* **WHAT IS EXPECTED**
Your answer must be an exact copy of every record.

Dataset entries
◆ ◆ ◆ ◆
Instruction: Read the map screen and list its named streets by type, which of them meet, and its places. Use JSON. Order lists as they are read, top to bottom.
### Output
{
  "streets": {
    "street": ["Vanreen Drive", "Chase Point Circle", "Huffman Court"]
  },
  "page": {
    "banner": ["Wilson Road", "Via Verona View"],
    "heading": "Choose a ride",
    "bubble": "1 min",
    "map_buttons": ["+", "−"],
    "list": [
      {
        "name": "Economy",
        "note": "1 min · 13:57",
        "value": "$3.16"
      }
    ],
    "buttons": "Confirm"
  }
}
◆ ◆ ◆ ◆
* **COMPLETED TASK**
Instruction: Read the map screen and list its named streets by type, which of them meet, and its places. Use JSON. Order lists as they are read, top to bottom.
### Output
{
  "streets": {
    "street": ["Vanreen Drive", "Chase Point Circle", "Huffman Court"]
  },
  "page": {
    "banner": ["Wilson Road", "Via Verona View"],
    "heading": "Choose a ride",
    "bubble": "1 min",
    "map_buttons": ["+", "−"],
    "list": [
      {
        "name": "Economy",
        "note": "1 min · 13:57",
        "value": "$3.16"
      }
    ],
    "buttons": "Confirm"
  }
}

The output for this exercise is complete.